▸ **EXERCISE DIRECTIONS**
Tally the lines below that include the string "scale". Reply with the total only.

▸ **SOURCE INFORMATION**
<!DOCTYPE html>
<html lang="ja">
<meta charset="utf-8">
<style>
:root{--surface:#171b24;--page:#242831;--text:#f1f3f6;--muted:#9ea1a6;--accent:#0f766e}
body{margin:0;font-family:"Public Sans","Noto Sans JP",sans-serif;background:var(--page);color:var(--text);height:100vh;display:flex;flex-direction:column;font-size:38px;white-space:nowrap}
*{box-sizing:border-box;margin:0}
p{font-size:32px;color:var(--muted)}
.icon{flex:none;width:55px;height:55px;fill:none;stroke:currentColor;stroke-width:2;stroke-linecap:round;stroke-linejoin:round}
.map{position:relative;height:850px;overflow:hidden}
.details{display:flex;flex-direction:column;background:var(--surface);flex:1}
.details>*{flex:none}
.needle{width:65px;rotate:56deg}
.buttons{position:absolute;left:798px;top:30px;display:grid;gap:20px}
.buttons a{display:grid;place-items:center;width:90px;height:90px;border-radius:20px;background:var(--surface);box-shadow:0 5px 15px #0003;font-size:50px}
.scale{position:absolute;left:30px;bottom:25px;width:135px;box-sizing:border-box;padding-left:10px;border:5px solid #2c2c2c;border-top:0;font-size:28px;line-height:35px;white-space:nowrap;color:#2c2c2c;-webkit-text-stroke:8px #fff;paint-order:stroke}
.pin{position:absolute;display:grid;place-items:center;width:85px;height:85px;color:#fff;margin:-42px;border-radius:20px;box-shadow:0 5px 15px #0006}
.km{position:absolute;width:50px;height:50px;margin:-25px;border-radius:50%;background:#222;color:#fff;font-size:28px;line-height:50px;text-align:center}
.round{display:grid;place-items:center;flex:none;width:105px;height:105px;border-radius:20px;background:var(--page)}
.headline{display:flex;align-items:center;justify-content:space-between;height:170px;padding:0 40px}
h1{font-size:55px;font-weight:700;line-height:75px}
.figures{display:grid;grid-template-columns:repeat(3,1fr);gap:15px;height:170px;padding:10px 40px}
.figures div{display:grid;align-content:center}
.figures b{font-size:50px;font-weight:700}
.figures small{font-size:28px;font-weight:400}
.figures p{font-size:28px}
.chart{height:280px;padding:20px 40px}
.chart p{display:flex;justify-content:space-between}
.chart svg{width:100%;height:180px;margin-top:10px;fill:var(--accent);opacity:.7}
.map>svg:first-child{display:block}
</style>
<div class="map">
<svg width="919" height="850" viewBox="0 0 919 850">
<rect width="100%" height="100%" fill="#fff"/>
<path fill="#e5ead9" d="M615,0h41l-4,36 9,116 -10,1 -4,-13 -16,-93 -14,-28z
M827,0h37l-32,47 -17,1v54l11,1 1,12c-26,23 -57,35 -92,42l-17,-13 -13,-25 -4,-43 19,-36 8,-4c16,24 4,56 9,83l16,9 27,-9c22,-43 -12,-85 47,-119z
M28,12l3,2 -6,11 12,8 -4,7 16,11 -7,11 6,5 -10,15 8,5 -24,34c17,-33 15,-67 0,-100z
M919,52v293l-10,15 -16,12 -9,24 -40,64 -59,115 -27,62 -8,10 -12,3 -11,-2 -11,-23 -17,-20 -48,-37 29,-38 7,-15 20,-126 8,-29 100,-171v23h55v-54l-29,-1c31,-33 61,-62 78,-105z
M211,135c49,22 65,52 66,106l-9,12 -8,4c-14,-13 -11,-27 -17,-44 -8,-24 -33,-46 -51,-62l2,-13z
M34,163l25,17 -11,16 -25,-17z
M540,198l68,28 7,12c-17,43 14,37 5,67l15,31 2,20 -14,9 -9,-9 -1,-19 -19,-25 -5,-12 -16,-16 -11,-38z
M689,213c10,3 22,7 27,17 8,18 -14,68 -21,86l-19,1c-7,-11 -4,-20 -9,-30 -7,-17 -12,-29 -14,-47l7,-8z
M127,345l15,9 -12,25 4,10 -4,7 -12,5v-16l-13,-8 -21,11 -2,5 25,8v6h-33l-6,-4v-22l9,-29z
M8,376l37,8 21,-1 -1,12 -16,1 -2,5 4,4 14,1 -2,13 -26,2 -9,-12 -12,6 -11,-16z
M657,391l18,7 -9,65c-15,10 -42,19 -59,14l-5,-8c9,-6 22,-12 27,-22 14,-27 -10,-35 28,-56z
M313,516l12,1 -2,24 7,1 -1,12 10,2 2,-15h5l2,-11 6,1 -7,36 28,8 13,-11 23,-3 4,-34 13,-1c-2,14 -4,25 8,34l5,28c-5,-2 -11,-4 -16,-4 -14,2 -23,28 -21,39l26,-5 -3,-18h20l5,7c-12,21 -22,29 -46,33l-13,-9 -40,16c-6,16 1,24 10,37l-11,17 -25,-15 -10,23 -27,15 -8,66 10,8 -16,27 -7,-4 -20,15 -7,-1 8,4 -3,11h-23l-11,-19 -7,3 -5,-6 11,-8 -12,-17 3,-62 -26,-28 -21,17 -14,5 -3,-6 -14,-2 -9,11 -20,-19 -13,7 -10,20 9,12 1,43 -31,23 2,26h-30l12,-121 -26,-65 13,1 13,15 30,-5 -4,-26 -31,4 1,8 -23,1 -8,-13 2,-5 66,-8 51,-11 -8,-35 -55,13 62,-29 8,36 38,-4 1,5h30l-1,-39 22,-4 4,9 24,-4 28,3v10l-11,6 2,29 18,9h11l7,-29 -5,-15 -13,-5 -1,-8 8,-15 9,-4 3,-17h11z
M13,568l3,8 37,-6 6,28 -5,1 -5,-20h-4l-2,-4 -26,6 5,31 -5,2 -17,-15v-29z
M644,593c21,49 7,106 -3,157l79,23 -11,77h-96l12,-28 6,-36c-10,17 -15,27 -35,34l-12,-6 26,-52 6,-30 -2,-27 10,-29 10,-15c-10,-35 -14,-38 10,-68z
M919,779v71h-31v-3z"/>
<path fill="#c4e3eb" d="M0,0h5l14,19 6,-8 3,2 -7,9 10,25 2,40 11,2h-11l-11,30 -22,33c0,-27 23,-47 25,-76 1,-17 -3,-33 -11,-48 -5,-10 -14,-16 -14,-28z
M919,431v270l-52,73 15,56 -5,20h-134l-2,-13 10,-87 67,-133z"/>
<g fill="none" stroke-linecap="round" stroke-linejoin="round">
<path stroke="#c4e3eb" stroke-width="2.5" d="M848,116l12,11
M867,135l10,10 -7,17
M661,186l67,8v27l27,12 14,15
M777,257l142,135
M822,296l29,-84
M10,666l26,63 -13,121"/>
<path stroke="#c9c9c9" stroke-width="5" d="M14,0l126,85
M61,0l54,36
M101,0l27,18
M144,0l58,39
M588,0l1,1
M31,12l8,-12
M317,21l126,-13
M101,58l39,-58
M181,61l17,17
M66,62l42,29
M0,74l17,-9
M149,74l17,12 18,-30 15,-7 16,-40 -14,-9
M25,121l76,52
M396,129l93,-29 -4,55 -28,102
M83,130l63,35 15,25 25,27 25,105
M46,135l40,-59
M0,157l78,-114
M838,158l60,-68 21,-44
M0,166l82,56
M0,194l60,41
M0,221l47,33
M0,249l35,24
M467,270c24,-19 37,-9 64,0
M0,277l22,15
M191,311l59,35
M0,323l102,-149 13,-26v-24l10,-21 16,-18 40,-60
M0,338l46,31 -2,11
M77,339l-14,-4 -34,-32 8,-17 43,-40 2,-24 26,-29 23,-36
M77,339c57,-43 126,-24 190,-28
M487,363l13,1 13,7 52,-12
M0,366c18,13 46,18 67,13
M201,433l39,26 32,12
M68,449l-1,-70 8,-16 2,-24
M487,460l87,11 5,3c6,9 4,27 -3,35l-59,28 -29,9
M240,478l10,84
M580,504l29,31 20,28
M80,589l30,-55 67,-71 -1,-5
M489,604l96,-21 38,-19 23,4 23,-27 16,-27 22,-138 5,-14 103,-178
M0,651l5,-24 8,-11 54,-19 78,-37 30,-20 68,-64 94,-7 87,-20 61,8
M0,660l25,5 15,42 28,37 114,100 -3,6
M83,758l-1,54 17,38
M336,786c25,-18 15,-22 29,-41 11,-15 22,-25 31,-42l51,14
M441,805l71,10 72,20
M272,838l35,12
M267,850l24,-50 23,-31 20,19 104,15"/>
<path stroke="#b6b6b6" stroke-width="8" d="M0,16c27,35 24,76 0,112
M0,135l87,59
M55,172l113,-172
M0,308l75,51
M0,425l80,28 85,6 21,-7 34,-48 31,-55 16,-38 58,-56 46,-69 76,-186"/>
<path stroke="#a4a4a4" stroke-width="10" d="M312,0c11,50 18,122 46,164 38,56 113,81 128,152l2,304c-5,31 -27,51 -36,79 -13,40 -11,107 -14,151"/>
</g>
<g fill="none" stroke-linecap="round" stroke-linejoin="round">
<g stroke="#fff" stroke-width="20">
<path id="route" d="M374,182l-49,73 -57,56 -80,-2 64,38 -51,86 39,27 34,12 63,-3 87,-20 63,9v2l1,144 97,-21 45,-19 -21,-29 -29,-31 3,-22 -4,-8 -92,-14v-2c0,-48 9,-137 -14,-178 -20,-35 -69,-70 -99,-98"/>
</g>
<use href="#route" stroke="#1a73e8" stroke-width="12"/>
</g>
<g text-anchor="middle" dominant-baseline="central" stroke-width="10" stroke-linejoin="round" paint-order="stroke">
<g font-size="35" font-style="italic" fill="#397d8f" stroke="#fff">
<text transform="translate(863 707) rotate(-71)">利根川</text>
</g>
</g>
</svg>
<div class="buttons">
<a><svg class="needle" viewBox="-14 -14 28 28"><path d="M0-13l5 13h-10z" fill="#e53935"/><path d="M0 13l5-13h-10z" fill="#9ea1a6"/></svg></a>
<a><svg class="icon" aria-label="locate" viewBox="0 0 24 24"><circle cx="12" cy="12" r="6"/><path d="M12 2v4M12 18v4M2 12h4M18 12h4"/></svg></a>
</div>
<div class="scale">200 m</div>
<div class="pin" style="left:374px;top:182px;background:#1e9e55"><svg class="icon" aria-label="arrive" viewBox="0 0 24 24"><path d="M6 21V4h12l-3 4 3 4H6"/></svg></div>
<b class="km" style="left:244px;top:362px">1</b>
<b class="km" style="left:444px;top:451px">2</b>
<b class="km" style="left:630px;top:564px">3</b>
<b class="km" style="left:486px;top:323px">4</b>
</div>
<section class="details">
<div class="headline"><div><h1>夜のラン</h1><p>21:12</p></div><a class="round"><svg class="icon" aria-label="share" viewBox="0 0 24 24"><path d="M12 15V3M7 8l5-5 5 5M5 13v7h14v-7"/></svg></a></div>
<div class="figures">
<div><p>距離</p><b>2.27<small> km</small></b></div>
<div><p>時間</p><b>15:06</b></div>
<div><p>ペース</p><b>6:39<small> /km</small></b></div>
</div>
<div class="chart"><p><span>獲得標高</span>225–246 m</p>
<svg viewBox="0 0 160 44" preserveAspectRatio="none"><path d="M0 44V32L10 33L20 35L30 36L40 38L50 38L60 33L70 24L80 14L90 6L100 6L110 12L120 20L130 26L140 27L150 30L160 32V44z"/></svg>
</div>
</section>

▸ **SOLUTION FOR THIS PROBLEM**
2